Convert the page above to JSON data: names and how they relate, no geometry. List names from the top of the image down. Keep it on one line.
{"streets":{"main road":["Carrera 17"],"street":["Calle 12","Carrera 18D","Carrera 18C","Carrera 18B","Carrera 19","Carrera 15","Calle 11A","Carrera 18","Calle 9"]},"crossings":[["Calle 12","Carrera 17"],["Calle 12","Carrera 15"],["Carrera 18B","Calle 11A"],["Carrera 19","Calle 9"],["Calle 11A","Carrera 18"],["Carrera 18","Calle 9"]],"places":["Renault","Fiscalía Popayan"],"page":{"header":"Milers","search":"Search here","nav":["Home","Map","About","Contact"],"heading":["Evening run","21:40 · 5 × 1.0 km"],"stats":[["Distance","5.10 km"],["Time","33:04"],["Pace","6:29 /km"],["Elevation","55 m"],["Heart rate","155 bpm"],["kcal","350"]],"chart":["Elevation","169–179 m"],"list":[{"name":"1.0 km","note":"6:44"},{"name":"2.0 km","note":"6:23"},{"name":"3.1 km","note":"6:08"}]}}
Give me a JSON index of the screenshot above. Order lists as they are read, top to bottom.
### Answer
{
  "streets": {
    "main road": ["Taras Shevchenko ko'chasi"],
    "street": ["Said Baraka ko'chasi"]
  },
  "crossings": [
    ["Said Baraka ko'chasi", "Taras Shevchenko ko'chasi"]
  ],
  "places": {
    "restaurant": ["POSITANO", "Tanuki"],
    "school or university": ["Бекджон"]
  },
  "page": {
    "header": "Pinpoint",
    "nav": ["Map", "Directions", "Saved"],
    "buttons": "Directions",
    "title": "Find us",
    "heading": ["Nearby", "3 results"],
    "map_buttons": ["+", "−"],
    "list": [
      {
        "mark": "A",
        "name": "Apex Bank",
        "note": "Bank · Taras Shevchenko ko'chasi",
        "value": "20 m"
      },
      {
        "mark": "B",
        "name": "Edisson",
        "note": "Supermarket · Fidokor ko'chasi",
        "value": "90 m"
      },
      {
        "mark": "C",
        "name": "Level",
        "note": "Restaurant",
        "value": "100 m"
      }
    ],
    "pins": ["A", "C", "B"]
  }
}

• • • •

- What the task asks
Each record above, from first to last, should be written out again exactly.

- Result of this exercise
Convert the page above to JSON data: names and how they relate, no geometry. List names from the top of the image down. Keep it on one line.
{"streets":{"main road":["Carrera 17"],"street":["Calle 12","Carrera 18D","Carrera 18C","Carrera 18B","Carrera 19","Carrera 15","Calle 11A","Carrera 18","Calle 9"]},"crossings":[["Calle 12","Carrera 17"],["Calle 12","Carrera 15"],["Carrera 18B","Calle 11A"],["Carrera 19","Calle 9"],["Calle 11A","Carrera 18"],["Carrera 18","Calle 9"]],"places":["Renault","Fiscalía Popayan"],"page":{"header":"Milers","search":"Search here","nav":["Home","Map","About","Contact"],"heading":["Evening run","21:40 · 5 × 1.0 km"],"stats":[["Distance","5.10 km"],["Time","33:04"],["Pace","6:29 /km"],["Elevation","55 m"],["Heart rate","155 bpm"],["kcal","350"]],"chart":["Elevation","169–179 m"],"list":[{"name":"1.0 km","note":"6:44"},{"name":"2.0 km","note":"6:23"},{"name":"3.1 km","note":"6:08"}]}}
Give me a JSON index of the screenshot above. Order lists as they are read, top to bottom.
### Answer
{
  "streets": {
    "main road": ["Taras Shevchenko ko'chasi"],
    "street": ["Said Baraka ko'chasi"]
  },
  "crossings": [
    ["Said Baraka ko'chasi", "Taras Shevchenko ko'chasi"]
  ],
  "places": {
    "restaurant": ["POSITANO", "Tanuki"],
    "school or university": ["Бекджон"]
  },
  "page": {
    "header": "Pinpoint",
    "nav": ["Map", "Directions", "Saved"],
    "buttons": "Directions",
    "title": "Find us",
    "heading": ["Nearby", "3 results"],
    "map_buttons": ["+", "−"],
    "list": [
      {
        "mark": "A",
        "name": "Apex Bank",
        "note": "Bank · Taras Shevchenko ko'chasi",
        "value": "20 m"
      },
      {
        "mark": "B",
        "name": "Edisson",
        "note": "Supermarket · Fidokor ko'chasi",
        "value": "90 m"
      },
      {
        "mark": "C",
        "name": "Level",
        "note": "Restaurant",
        "value": "100 m"
      }
    ],
    "pins": ["A", "C", "B"]
  }
}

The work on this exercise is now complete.